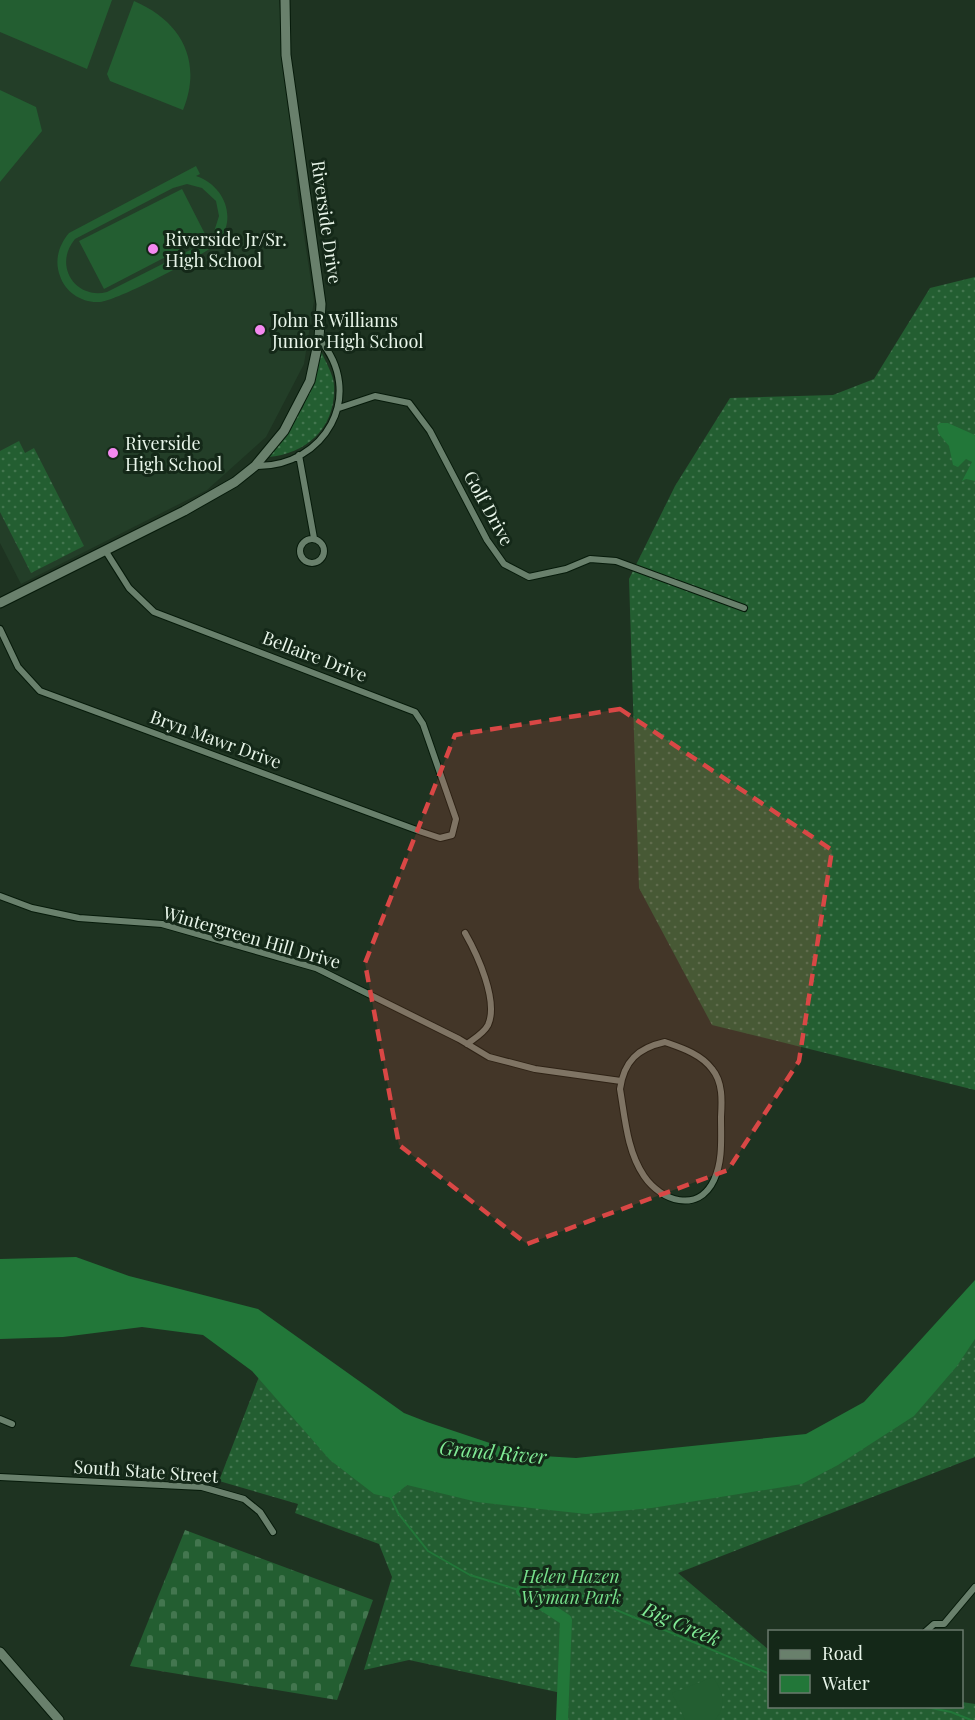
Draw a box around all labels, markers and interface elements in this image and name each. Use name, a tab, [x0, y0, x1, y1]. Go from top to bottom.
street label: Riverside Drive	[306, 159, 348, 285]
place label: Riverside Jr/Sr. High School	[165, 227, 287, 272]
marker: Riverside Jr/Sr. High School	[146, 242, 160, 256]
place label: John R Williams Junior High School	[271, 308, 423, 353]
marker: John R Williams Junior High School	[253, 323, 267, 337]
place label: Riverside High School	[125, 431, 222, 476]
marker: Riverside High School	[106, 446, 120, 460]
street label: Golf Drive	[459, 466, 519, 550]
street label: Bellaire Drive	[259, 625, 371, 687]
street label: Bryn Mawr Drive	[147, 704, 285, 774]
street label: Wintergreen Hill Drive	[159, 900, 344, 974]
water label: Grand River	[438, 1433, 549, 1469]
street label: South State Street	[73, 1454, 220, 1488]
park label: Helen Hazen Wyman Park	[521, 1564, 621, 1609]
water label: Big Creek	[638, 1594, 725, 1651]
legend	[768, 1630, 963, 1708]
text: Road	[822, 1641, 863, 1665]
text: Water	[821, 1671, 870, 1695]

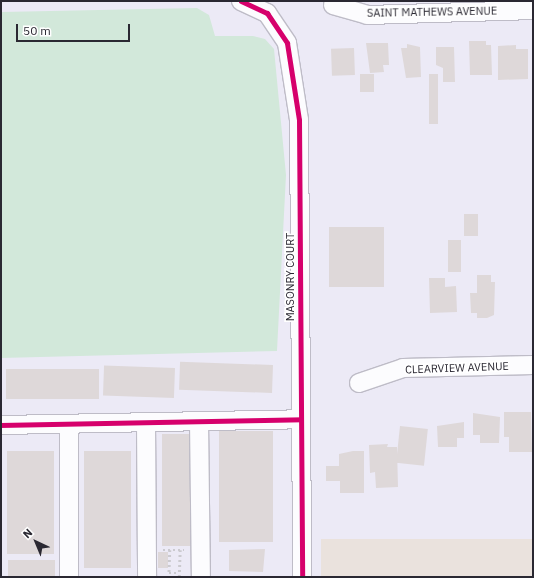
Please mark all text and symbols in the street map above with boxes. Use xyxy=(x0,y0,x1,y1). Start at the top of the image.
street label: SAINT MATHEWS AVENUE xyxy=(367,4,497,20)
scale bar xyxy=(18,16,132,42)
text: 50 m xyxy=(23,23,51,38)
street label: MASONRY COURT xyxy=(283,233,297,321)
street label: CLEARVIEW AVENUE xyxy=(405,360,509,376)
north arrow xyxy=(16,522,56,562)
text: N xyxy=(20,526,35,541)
------------------------------------------------------------
EXERCISE REQUIREMENTS: Output, word for word, the full listing above, with no pictures.

ANSWER BOX:
Draw a box around all labels, markers and interface elements in this image and name each. Use name, a tab, [x0, y0, x1, y1]. Go from top to bottom.
street label: Riverside Drive	[306, 159, 348, 285]
place label: Riverside Jr/Sr. High School	[165, 227, 287, 272]
marker: Riverside Jr/Sr. High School	[146, 242, 160, 256]
place label: John R Williams Junior High School	[271, 308, 423, 353]
marker: John R Williams Junior High School	[253, 323, 267, 337]
place label: Riverside High School	[125, 431, 222, 476]
marker: Riverside High School	[106, 446, 120, 460]
street label: Golf Drive	[459, 466, 519, 550]
street label: Bellaire Drive	[259, 625, 371, 687]
street label: Bryn Mawr Drive	[147, 704, 285, 774]
street label: Wintergreen Hill Drive	[159, 900, 344, 974]
water label: Grand River	[438, 1433, 549, 1469]
street label: South State Street	[73, 1454, 220, 1488]
park label: Helen Hazen Wyman Park	[521, 1564, 621, 1609]
water label: Big Creek	[638, 1594, 725, 1651]
legend	[768, 1630, 963, 1708]
text: Road	[822, 1641, 863, 1665]
text: Water	[821, 1671, 870, 1695]

Please mark all text and symbols in the street map above with boxes. Use xyxy=(x0,y0,x1,y1). Start at the top of the image.
street label: SAINT MATHEWS AVENUE xyxy=(367,4,497,20)
scale bar xyxy=(18,16,132,42)
text: 50 m xyxy=(23,23,51,38)
street label: MASONRY COURT xyxy=(283,233,297,321)
street label: CLEARVIEW AVENUE xyxy=(405,360,509,376)
north arrow xyxy=(16,522,56,562)
text: N xyxy=(20,526,35,541)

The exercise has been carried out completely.